High: It blocks me from completing my task.

The text was updated successfully, but these errors were encountered:

Yatagarasu50469 · 2024-05-27T07:02:37Z

Experiencing the same issue in WSL2 instance after updating to the latest NVIDIA driver 555.

Windows: 11
Ubuntu (WSL2): 22.04
Python: 3.10.12
Ray 2.20.0

import ray
ray.init()

Traceback (most recent call last):
  File "<stdin>", line 1, in <module>
  File "/home/USER/.local/lib/python3.10/site-packages/ray/_private/client_mode_hook.py", line 103, in wrapper
    return func(*args, **kwargs)
  File "/home/USER/.local/lib/python3.10/site-packages/ray/_private/worker.py", line 1642, in init
    _global_node = ray._private.node.Node(
  File "/home/USER/.local/lib/python3.10/site-packages/ray/_private/node.py", line 336, in __init__
    self.start_ray_processes()
  File "/home/USER/.local/lib/python3.10/site-packages/ray/_private/node.py", line 1396, in start_ray_processes
    resource_spec = self.get_resource_spec()
  File "/home/USER/.local/lib/python3.10/site-packages/ray/_private/node.py", line 571, in get_resource_spec
    self._resource_spec = ResourceSpec(
  File "/home/USER/.local/lib/python3.10/site-packages/ray/_private/resource_spec.py", line 215, in resolve
    accelerator_manager.get_current_node_accelerator_type()
  File "/home/USER/.local/lib/python3.10/site-packages/ray/_private/accelerators/nvidia_gpu.py", line 71, in get_current_node_accelerator_type
    device_name = device_name.decode("utf-8")
UnicodeDecodeError: 'utf-8' codec can't decode byte 0xf8 in position 0: invalid start byte

Aricept094 · 2024-05-27T08:07:49Z

the temporary fix would be rolling back to Nvidia driver to 552.44 , worked for me .

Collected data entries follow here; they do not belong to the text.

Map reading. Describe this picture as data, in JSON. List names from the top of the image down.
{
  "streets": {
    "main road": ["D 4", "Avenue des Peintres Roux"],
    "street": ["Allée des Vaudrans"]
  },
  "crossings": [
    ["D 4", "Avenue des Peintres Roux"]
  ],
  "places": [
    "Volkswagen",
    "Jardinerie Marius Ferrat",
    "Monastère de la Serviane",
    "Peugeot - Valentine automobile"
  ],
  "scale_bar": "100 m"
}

Yatagarasu50469 · 2024-05-27T19:20:49Z

Indeed, did that right after posting, as a temporary workaround; not really a 'good' long-term solution moving forward though.

Aricept094 · 2024-05-28T05:45:14Z

Indeed, did that right after posting, as a temporary workaround; not really a 'good' long-term solution moving forward though.

Agreed, my workaround , in the first issue,was fairly easy but only for ray ; for example the wandb still suffered and didn't work as intended.

rynewang · 2024-05-28T21:34:38Z

Dask has same issue: dask/distributed#5768

mattip · 2024-05-29T04:51:36Z

The code that produces device_name comes from pynvml, see gpuopenanalytics/pynvml#53. Can one of the people with the error try this smaller reproducer and report the results? I think this only happens on machines with non-english user interfaces.

import pynvml

pynvml.nvmlInit()
handle = pynvml.nvmlDeviceGetHandleByIndex(0)
print( [x for x in pynvml.nvmlDeviceGetName(handle)])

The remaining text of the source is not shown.